The thing is, testosterone did help alleviate some of my sex dysphoria, at least to a point where I have been able to reconcile with my body. I still do not have answers for what I would do if I had not chemically modified my body. I often wish that I had different tools so I could have given myself a longer time to figure out if I could have been happy with my function “as is.” Testosterone is a hell of a drug. However, it eventually dawned on me that my experience on testosterone would not be a continuous growth curve in terms of the way the function of my body was changing. I would never reach the end point that I had decided would “feel right,” because it was and remains biologically impossible no matter the medical intervention. Testosterone alleviated some of my sex dysphoria by modifying the function of my body, but at the same time it exposed my dysphoria as a moving target and brought the medical limitations of my self diagnosis and essentially self-directed treatment into sharp focus.

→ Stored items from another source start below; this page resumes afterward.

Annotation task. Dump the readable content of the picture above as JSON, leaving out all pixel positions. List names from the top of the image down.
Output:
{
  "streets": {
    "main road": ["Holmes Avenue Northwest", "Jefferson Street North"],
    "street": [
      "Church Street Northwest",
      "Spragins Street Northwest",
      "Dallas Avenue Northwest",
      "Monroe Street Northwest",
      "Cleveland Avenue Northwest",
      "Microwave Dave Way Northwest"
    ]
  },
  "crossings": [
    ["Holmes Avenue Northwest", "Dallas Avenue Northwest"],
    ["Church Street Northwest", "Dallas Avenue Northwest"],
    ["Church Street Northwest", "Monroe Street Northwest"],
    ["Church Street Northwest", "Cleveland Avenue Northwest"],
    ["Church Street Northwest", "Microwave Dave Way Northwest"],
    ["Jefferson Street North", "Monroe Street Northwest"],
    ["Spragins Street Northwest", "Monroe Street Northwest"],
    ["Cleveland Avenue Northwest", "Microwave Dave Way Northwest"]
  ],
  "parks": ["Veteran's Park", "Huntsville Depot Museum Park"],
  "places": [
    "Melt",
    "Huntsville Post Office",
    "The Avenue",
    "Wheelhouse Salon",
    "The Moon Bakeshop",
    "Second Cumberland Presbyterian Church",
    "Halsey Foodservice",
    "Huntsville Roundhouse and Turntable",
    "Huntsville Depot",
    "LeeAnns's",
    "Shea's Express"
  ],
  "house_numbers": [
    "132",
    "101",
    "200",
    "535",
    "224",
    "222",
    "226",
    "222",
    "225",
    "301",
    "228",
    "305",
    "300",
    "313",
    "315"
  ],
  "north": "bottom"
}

This clarity coincided with my growing discomfort with living as a stealth male and led to a perfect storm for detransition and learning new ways to exist and thrive within my body. I still experience sex dysphoria in the sense of a feeling of phantom genitals at times (very similar to what I remember as a child, but the mind does play tricks so who knows), which was worse in the first few years off testosterone and is much less frequent now. I have a partner who I am functional with in a way that works for me which, let me tell ya, does wonders for sex dysphoria.
Sometimes I experience intrusive thoughts related to my female body that circle and circle and can throw me off for weeks or months, but I deal with them as they come and remind myself that just because something comes out of my brain doesn’t mean it’s true in terms of material reality. At times I’ll call these dysphoric thoughts because it feels the easiest way to explain them, but they’re not always related to sex dysphoria – sometimes they’re more related to bullshit expectations of the female body that I have ingrained so deep inside of me that they shake my known reality to the core when they surface (you’ll never be as big and strong as you could be in this weak female body, etc).
I no longer experience what a lot of people term “gender dysphoria” because these days I expect to be treated as a human being and accept no less. When someone treats me poorly because I am a woman or a dyke, I do not get mad because I should be treated “like a man,” I get mad because I should be treated like a human being (which is to say, treated like a man, in practice). At this point I decide if it is possible to brush this interaction off (a cashier I would have no contact with again, etc), or if I need to directly confront the situation (someone I am working with, etc), and proceed appropriately for the situation. I approach it logically from the expectation that I am to be treated as an intelligent, capable, complete human being. Changing my understanding did work for alleviating the entirety of my “gender dysphoria.”